- **Recorded information**:
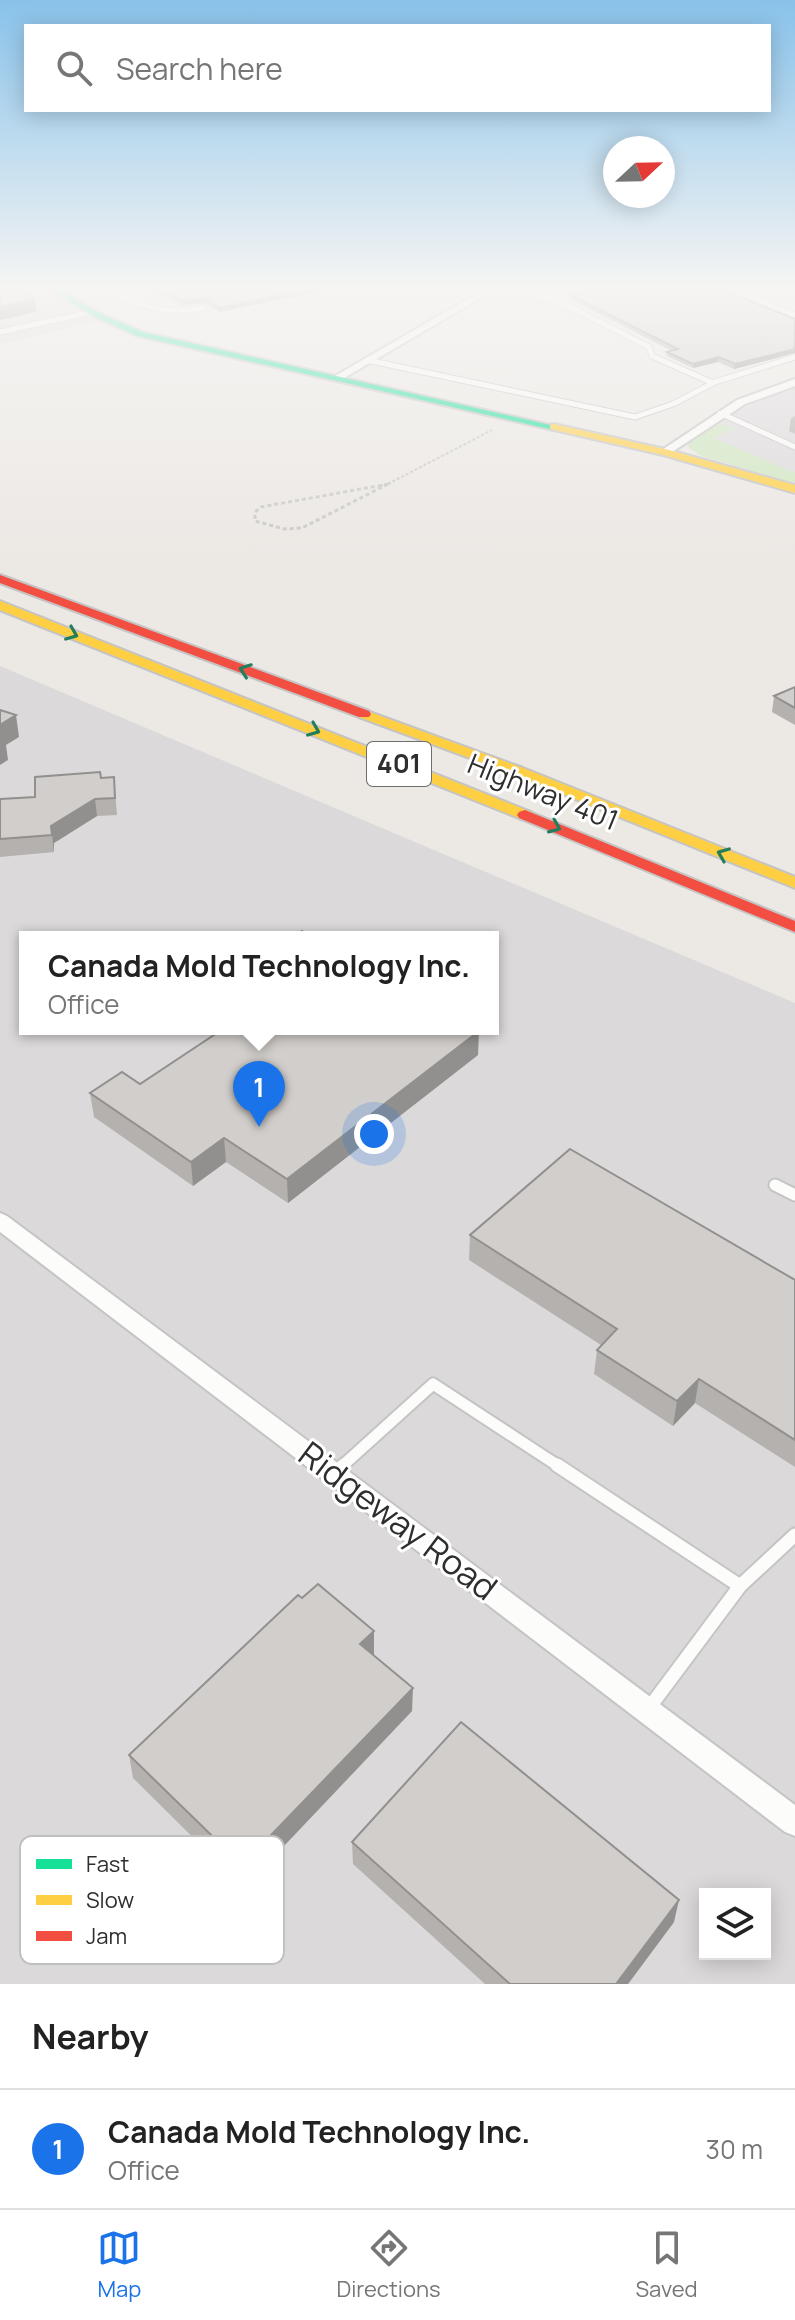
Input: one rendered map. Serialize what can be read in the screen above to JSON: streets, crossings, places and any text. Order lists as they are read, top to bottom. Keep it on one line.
{"streets":{"main road":["401","Highway 401"],"street":["Ridgeway Road"]},"legend":["Fast","Slow","Jam"],"north":"right","page":{"search":"Search here","popup":["Canada Mold Technology Inc.","Office"],"pins":"1","heading":"Nearby","list":[{"mark":"1","name":"Canada Mold Technology Inc.","note":"Office","value":"30 m"}],"nav":["Map","Directions","Saved"]}}
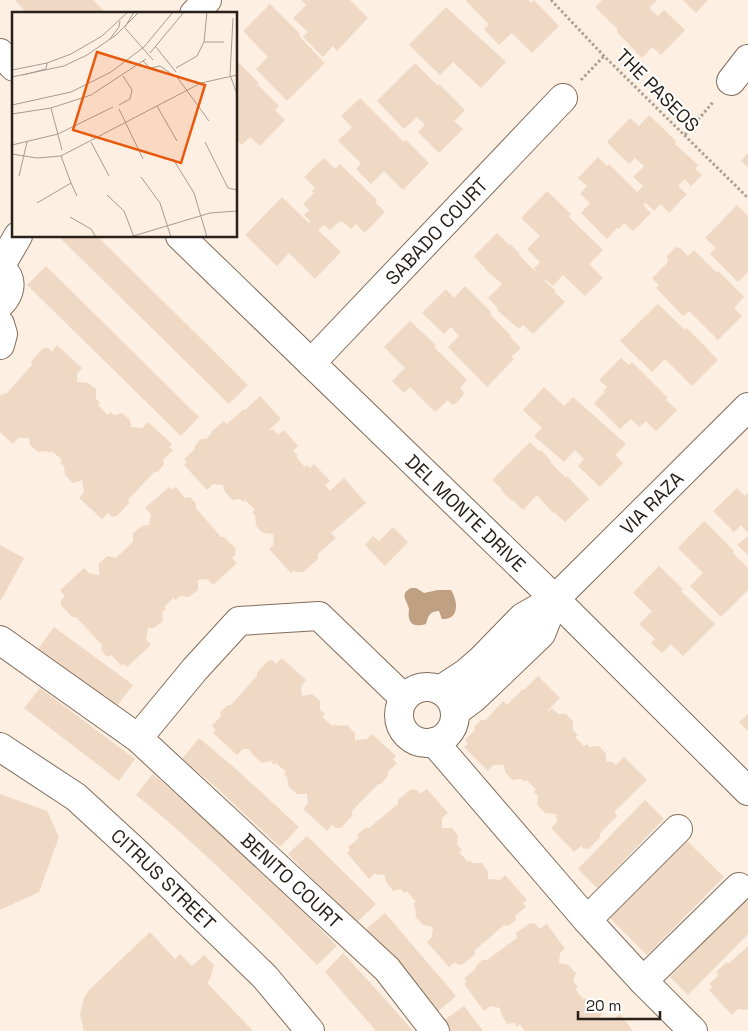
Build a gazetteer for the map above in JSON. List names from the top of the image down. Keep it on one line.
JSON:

- **Activity**:
In full and without error, repeat the listing above, omitting its images.

- **Written response**:
Input: one rendered map. Serialize what can be read in the screen above to JSON: streets, crossings, places and any text. Order lists as they are read, top to bottom. Keep it on one line.
{"streets":{"main road":["401","Highway 401"],"street":["Ridgeway Road"]},"legend":["Fast","Slow","Jam"],"north":"right","page":{"search":"Search here","popup":["Canada Mold Technology Inc.","Office"],"pins":"1","heading":"Nearby","list":[{"mark":"1","name":"Canada Mold Technology Inc.","note":"Office","value":"30 m"}],"nav":["Map","Directions","Saved"]}}
Build a gazetteer for the map above in JSON. List names from the top of the image down. Keep it on one line.
JSON:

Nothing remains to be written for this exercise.